*** Opening of Data excerpts ***

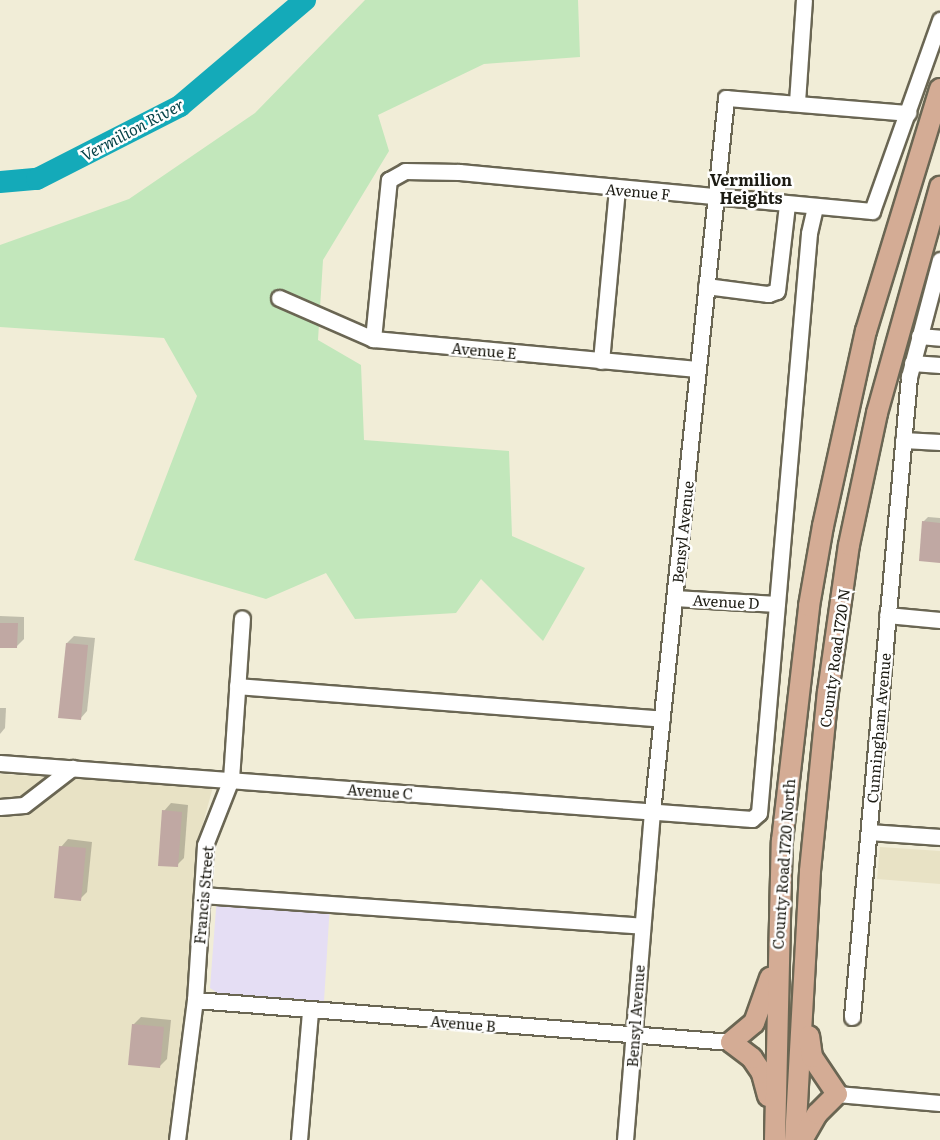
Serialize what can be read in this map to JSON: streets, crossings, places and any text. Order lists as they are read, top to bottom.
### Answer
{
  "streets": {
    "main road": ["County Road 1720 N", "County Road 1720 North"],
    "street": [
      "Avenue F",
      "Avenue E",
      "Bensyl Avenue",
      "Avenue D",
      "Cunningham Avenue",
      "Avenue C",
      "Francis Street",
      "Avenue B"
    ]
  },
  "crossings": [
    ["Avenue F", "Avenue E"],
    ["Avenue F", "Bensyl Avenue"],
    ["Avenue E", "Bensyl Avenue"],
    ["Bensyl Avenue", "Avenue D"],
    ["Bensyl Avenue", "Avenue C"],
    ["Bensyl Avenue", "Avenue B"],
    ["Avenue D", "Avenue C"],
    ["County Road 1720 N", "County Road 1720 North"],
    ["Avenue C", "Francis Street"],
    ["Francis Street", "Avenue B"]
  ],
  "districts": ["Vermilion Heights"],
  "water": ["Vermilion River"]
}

*** Close of Data excerpts ***
*** Opening of Data excerpts ***

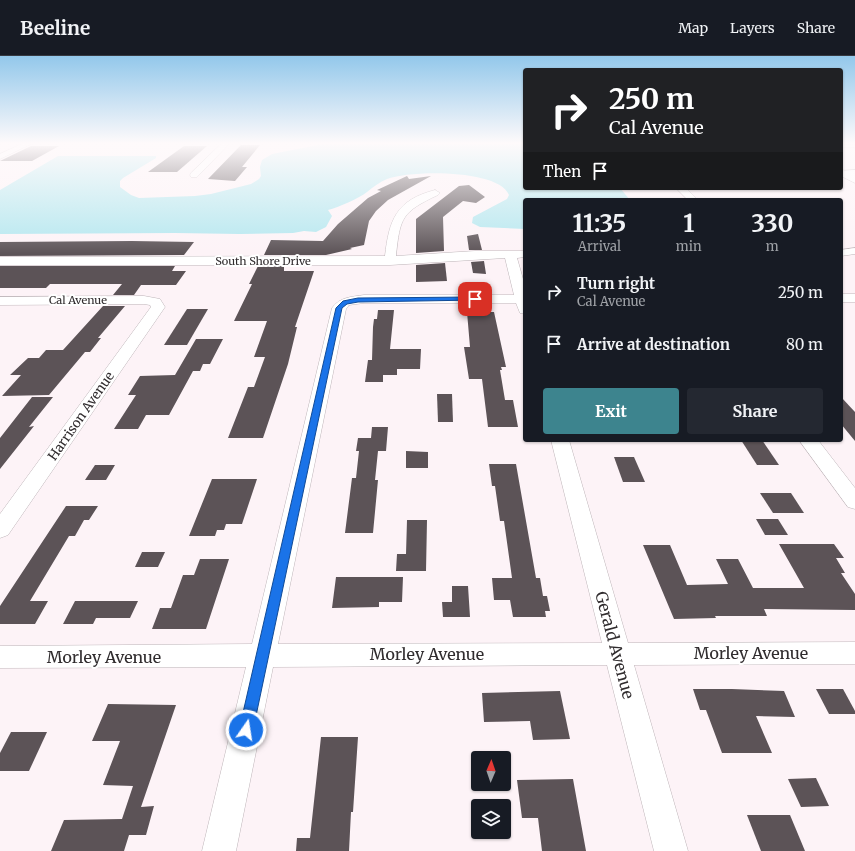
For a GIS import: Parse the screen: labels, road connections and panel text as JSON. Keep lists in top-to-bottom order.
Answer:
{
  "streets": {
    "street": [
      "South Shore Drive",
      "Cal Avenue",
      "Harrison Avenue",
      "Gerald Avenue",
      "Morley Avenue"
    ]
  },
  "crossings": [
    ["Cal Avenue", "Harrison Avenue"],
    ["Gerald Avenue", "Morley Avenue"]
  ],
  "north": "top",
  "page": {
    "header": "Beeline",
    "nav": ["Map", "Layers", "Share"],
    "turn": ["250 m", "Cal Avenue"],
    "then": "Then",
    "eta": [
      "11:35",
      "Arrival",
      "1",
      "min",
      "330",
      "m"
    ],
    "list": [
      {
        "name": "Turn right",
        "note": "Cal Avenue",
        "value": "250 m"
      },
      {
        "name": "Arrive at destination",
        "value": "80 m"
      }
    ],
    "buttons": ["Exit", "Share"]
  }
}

*** Close of Data excerpts ***

▶ _Exercise directions_
State the number of lines in the data that carry "bottom", and add nothing to it.

▶ _Response to the exercise_
2